━━ EXERCISE INPUTS

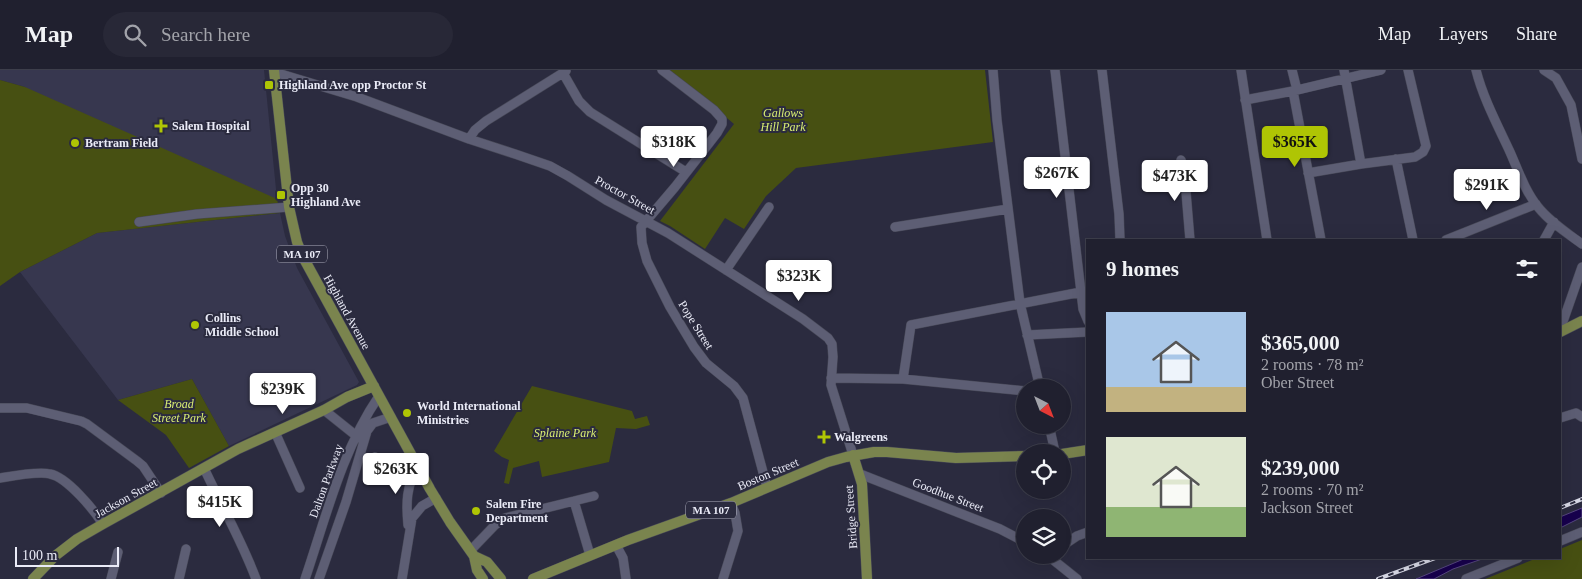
<!DOCTYPE html>
<meta charset="utf-8">
<style>
:root{--surface:#20202f;--page:#282837;--text:#f1f3f6;--muted:#a2a3aa;--line:#3d3e4b;--accent:#afc504}
body{margin:0;font-family:Georgia,serif;background:var(--page);color:var(--text);height:100vh;display:flex;flex-direction:column;font-size:19px;white-space:nowrap}
*{box-sizing:border-box;margin:0}
p{font-size:16px;color:var(--muted)}
.icon{flex:none;width:28px;height:28px;fill:none;stroke:currentColor;stroke-width:2;stroke-linecap:round;stroke-linejoin:round}
.map{position:relative;flex:1;overflow:hidden}
.sheet{position:absolute;left:1086px;top:169px;width:475px;height:320px;display:flex;flex-direction:column;background:var(--surface);border-radius:0px;box-shadow:0 5px 20px #0002,0 0 0 1px var(--line)}
.sheet>*{flex:none}
.needle{width:32px;rotate:138deg}
.controls{position:absolute;left:1016px;top:309px;display:grid;gap:10px}
.controls a{display:grid;place-items:center;width:55px;height:55px;border-radius:50%;background:var(--surface);box-shadow:0 5px 20px #0002,0 0 0 1px var(--line);font-size:25px}
.scale{position:absolute;left:15px;bottom:12px;width:104px;box-sizing:border-box;padding-left:5px;border:2px solid #eaebf7;border-top:0;font-size:14px;line-height:18px;white-space:nowrap;color:#eaebf7;-webkit-text-stroke:4px #2b2b3f;paint-order:stroke}
.price{position:absolute;translate:-50% -42px;padding:0 11px;border-radius:5px;background:#fff;color:#222;font-size:16px;line-height:32px;filter:drop-shadow(0 1px 2px #0008)}
.price::after{content:'';position:absolute;left:50%;top:30px;width:15px;height:11px;margin-left:-8px;background:inherit;clip-path:polygon(0 0,100% 0,50% 100%)}
.price.active{background:var(--accent);color:#111}
ul{padding:0;list-style:none}
li{display:flex;align-items:center;gap:15px;height:125px;padding:0 20px}
li span{display:grid;place-items:center;flex:none;width:140px;height:100px;border-radius:0px;color:#555}
li>.icon{margin-inline-start:auto}
span .icon{width:60px;height:60px;fill:#fffc;stroke-width:1}
li b{font-size:21px}
h2{display:flex;justify-content:space-between;align-items:center;height:60px;padding:0 20px;font-size:21px}
header{display:flex;align-items:center;gap:30px;box-sizing:border-box;height:70px;padding:0 25px;background:var(--surface);border-bottom:1px solid var(--line)}
header strong{font-size:24px}
nav{display:flex;gap:28px;margin-inline-start:auto;font-size:18px}
.search{width:350px;height:45px;background:var(--page);display:flex;align-items:center;gap:12px;box-sizing:border-box;padding:0 18px;border-radius:28px;color:var(--muted);font-size:19px}
.map>svg:first-child{display:block}
.built{fill:#37374f}
.green{fill:#475012}
.water{fill:#17014d;stroke:#564780}
.lines{fill:none;stroke-linecap:round;stroke-linejoin:round}
.minor-casing{stroke:#474857;stroke-width:10}
.major-casing{stroke:#474857;stroke-width:11}
.minor{stroke:#5d5e74;stroke-width:9}
.major{stroke:#7a844e;stroke-width:10}
.rail-casing{stroke:#d7d8e5;stroke-width:4}
.rail{stroke:#2b2b3f;stroke-width:2;stroke-dasharray:5.5;stroke-linecap:butt}
.poi-dot{fill:#afc504;stroke:#2b2b3f;stroke-width:2}
.labels{text-anchor:middle;dominant-baseline:central;stroke-width:4;stroke-linejoin:round;paint-order:stroke}
.shield{fill:#2b2b3f;stroke:#b1b1c0;stroke-width:1}
.shield-label{font-size:11px;font-weight:bold;fill:#eaebf7}
.poi-label{font-size:12px;font-weight:bold;fill:#eaebf7;stroke:#2b2b3f;text-anchor:start}
.park-label{font-size:12px;font-style:italic;fill:#daef72;stroke:#2b2b3f}
.street-label{font-size:12px;fill:#eaebf7;stroke:#2b2b3f}
</style>
<header>
<strong>Map</strong>
<div class="search"><svg class="icon" aria-label="search" viewBox="0 0 24 24"><circle cx="10" cy="10" r="6"/><path d="M15 15l6 6"/></svg>Search here</div>
<nav><a>Map</a><a>Layers</a><a>Share</a></nav>
</header>
<div class="map">
<svg width="1582" height="509" viewBox="0 0 1582 509">
<rect width="100%" height="100%" fill="#2b2b3f"/>
<!-- built -->
<path class="built" d="M0,0H264L277,129L120,146L25,17L0,10Z
M280,143L285,166L297,198L359,312L357,315L229,376L192,309L118,330L20,202L97,163Z"/>
<!-- green -->
<path class="green" d="M670,0H985L993,72L796,98L766,126L744,159L725,148L705,179L670,156L660,151L734,54Z
M0,10L25,17L277,129L280,143L97,163L20,202L0,216Z
M192,309L229,376L189,398L166,365L118,330Z
M532,316L632,341L635,349L647,346L650,355L636,359L616,358L609,392L542,407L539,391L513,398L509,414L504,413L509,390L502,387L494,381Z
M1582,470V509H1485L1537,488H1560V479Z"/>
<!-- water -->
<path class="water" d="M1582,438V447L1560,458V447Z
M1466,488H1485L1453,499L1434,509H1416Z"/>
<g class="lines">
<defs>
<path id="minor" d="M662,0L714,40L722,49V54L717,63L675,117L641,157L642,173L647,191L670,237L694,277L706,293L734,316L743,328L767,417
M993,0L997,50L1020,233L1040,318
M1055,0L1081,222L1083,239L1088,251
M1102,0L1119,144L1120,170
M1241,0L1267,170
M1292,0L1297,20
M1344,0L1361,94
M1476,0C1483,28 1498,56 1510,82C1518,100 1525,121 1538,137C1550,152 1567,163 1582,174
M1544,0L1556,8L1571,35L1582,89
M274,2L357,27L469,69L515,84L550,96L568,106L606,130L668,163L803,249L828,268L832,274L833,287L831,315L853,385
M563,3L579,31L590,42L686,102
M1293,21L1321,170
M1245,30L1293,21L1381,0
M469,69L475,60L486,51L566,1
M1396,89L1413,170
M1181,90L1184,98L1190,170
M1308,103L1361,94L1415,87L1423,82L1426,76L1408,0
M139,152L197,144L289,137
M895,157L1008,139
M1446,170L1536,134
M1544,170L1554,152
M726,200L769,137
M1560,260L1582,197
M1027,265L1088,262
M831,308L903,309L1025,321
M903,309L911,255L1081,222
M0,338H27L81,351L87,354L137,391L143,396L161,423
M324,340L359,368
M1560,348L1576,343L1582,347
M1049,355L1055,382
M275,362L300,418
M375,387L409,412
M204,398C221,435 242,471 256,509
M860,404L1000,459L1025,472
M0,408C12,406 39,401 50,404C67,407 94,440 103,454
M574,431L594,426
M408,455C406,434 406,415 418,397
M1560,471L1582,462
M616,475L623,488L626,509
M1062,476L1077,466L1088,462
M471,480L495,455L505,448L574,431L590,485
M1047,485L1077,509
M111,509L118,482
M179,509L186,479
M305,509C326,447 342,380 379,326
M319,509L346,432L367,361L373,353L391,347
M402,509L412,448L422,436L436,428
M723,509L738,461L735,443L731,433
M1466,509L1518,488"/>
<path id="major" d="M274,0L289,137L297,172L303,187L430,419L450,452L474,486L477,500L483,509
M1560,262L1582,251
M1062,384L1088,380
M853,385L862,414L867,509
M474,486L487,492L501,509
M33,509L55,486L77,469L103,454L238,379L324,340L347,327L374,316
M533,509L628,470L731,433L828,392L846,387L874,382H887L956,388L1025,386"/>
</defs>
<!-- minor casing -->
<use href="#minor" class="minor-casing"/>
<!-- major casing -->
<use href="#major" class="major-casing"/>
<!-- minor -->
<use href="#minor" class="minor"/>
<!-- major -->
<use href="#major" class="major"/>
<defs>
<path id="rail" d="M1560,438L1582,429
M1378,509L1435,488"/>
</defs>
<!-- rail casing -->
<use href="#rail" class="rail-casing"/>
<!-- rail -->
<use href="#rail" class="rail"/>
</g>
<!-- markers -->
<g class="poi-dot">
<rect x="264" y="10" width="10" height="10" rx="2.5"/>
<path d="M158.5 48.5h5v5h5v5h-5v5h-5v-5h-5v-5h5z"/>
<circle cx="75" cy="73" r="5"/>
<rect x="276" y="120" width="10" height="10" rx="2.5"/>
<circle cx="195" cy="255" r="5"/>
<circle cx="407" cy="343" r="5"/>
<path d="M821.5 359.5h5v5h5v5h-5v5h-5v-5h-5v-5h5z"/>
<circle cx="476" cy="441" r="5"/>
</g>
<g class="labels">
<!-- shield labels -->
<g class="shield">
<rect x="277" y="175.5" width="50" height="17" rx="4"/>
<rect x="686" y="431.5" width="50" height="17" rx="4"/>
</g>
<g class="shield-label">
<text x="302" y="184">MA 107</text>
<text x="711" y="440">MA 107</text>
</g>
<!-- poi labels -->
<g class="poi-label">
<text x="279" y="15">Highland Ave opp Proctor St</text>
<text x="172" y="56">Salem Hospital</text>
<text x="85" y="73">Bertram Field</text>
<text x="291" y="118">Opp 30<tspan x="291" dy="14">Highland Ave</tspan></text>
<text x="205" y="248">Collins<tspan x="205" dy="14">Middle School</tspan></text>
<text x="417" y="336">World International<tspan x="417" dy="14">Ministries</tspan></text>
<text x="834" y="367">Walgreens</text>
<text x="486" y="434">Salem Fire<tspan x="486" dy="14">Department</tspan></text>
</g>
<!-- park labels -->
<g class="park-label">
<text x="783" y="43">Gallows<tspan x="783" dy="14">Hill Park</tspan></text>
<text x="179" y="334">Broad<tspan x="179" dy="14">Street Park</tspan></text>
<text x="565" y="363">Splaine Park</text>
</g>
<!-- street labels -->
<g class="street-label">
<text transform="translate(625 125) rotate(29)">Proctor Street</text>
<text transform="translate(347 242) rotate(61)">Highland Avenue</text>
<text transform="translate(696 255) rotate(58)">Pope Street</text>
<text transform="translate(768 404) rotate(-23)">Boston Street</text>
<text transform="translate(326 411) rotate(-70)">Dalton Parkway</text>
<text transform="translate(948 425) rotate(21)">Goodhue Street</text>
<text transform="translate(126 428) rotate(-29)">Jackson Street</text>
<text transform="translate(851 447) rotate(-94)">Bridge Street</text>
</g>
</g>
</svg>
<div class="controls">
<a><svg class="needle" viewBox="-14 -14 28 28"><path d="M0-13l5 13h-10z" fill="#e53935"/><path d="M0 13l5-13h-10z" fill="#a2a3aa"/></svg></a>
<a><svg class="icon" aria-label="locate" viewBox="0 0 24 24"><circle cx="12" cy="12" r="6"/><path d="M12 2v4M12 18v4M2 12h4M18 12h4"/></svg></a>
<a><svg class="icon" aria-label="layers" viewBox="0 0 24 24"><path d="M12 4l9 5-9 5-9-5zM3 14l9 5 9-5"/></svg></a>
</div>
<div class="scale">100 m</div>
<b class="price" style="left:674px;top:98px">$318K</b>
<b class="price active" style="left:1295px;top:98px">$365K</b>
<b class="price" style="left:1057px;top:129px">$267K</b>
<b class="price" style="left:1175px;top:132px">$473K</b>
<b class="price" style="left:1487px;top:141px">$291K</b>
<b class="price" style="left:799px;top:232px">$323K</b>
<b class="price" style="left:283px;top:345px">$239K</b>
<b class="price" style="left:396px;top:425px">$263K</b>
<b class="price" style="left:220px;top:458px">$415K</b>
<section class="sheet">
<h2>9 homes<svg class="icon" aria-label="filters" viewBox="0 0 24 24"><path d="M4 7h16M4 17h16"/><circle cx="9" cy="7" r="2"/><circle cx="15" cy="17" r="2"/></svg></h2>
<ul>
<li><span style="background:linear-gradient(#a9c7e8 75%,#c2b280 0)"><svg class="icon" aria-label="home" viewBox="0 0 24 24"><path d="M3 11l9-7 9 7M6 9v11h12V9"/></svg></span><div><b>$365,000</b><p>2 rooms · 78 m²</p><p>Ober Street</p></div></li>
<li><span style="background:linear-gradient(#dfe7d0 70%,#8fb573 0)"><svg class="icon" aria-label="home" viewBox="0 0 24 24"><path d="M3 11l9-7 9 7M6 9v11h12V9"/></svg></span><div><b>$239,000</b><p>2 rooms · 70 m²</p><p>Jackson Street</p></div></li>
</ul>
</section>
</div>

━━━━

#### [TASK DIRECTIONS]
In the answer, please give only the lines from the line containing "2v4M12 18v4M2 12h4M18" through the final line of the data, copied exactly.

#### [ANSWER SPACE]
<a><svg class="icon" aria-label="locate" viewBox="0 0 24 24"><circle cx="12" cy="12" r="6"/><path d="M12 2v4M12 18v4M2 12h4M18 12h4"/></svg></a>
<a><svg class="icon" aria-label="layers" viewBox="0 0 24 24"><path d="M12 4l9 5-9 5-9-5zM3 14l9 5 9-5"/></svg></a>
</div>
<div class="scale">100 m</div>
<b class="price" style="left:674px;top:98px">$318K</b>
<b class="price active" style="left:1295px;top:98px">$365K</b>
<b class="price" style="left:1057px;top:129px">$267K</b>
<b class="price" style="left:1175px;top:132px">$473K</b>
<b class="price" style="left:1487px;top:141px">$291K</b>
<b class="price" style="left:799px;top:232px">$323K</b>
<b class="price" style="left:283px;top:345px">$239K</b>
<b class="price" style="left:396px;top:425px">$263K</b>
<b class="price" style="left:220px;top:458px">$415K</b>
<section class="sheet">
<h2>9 homes<svg class="icon" aria-label="filters" viewBox="0 0 24 24"><path d="M4 7h16M4 17h16"/><circle cx="9" cy="7" r="2"/><circle cx="15" cy="17" r="2"/></svg></h2>
<ul>
<li><span style="background:linear-gradient(#a9c7e8 75%,#c2b280 0)"><svg class="icon" aria-label="home" viewBox="0 0 24 24"><path d="M3 11l9-7 9 7M6 9v11h12V9"/></svg></span><div><b>$365,000</b><p>2 rooms · 78 m²</p><p>Ober Street</p></div></li>
<li><span style="background:linear-gradient(#dfe7d0 70%,#8fb573 0)"><svg class="icon" aria-label="home" viewBox="0 0 24 24"><path d="M3 11l9-7 9 7M6 9v11h12V9"/></svg></span><div><b>$239,000</b><p>2 rooms · 70 m²</p><p>Jackson Street</p></div></li>
</ul>
</section>
</div>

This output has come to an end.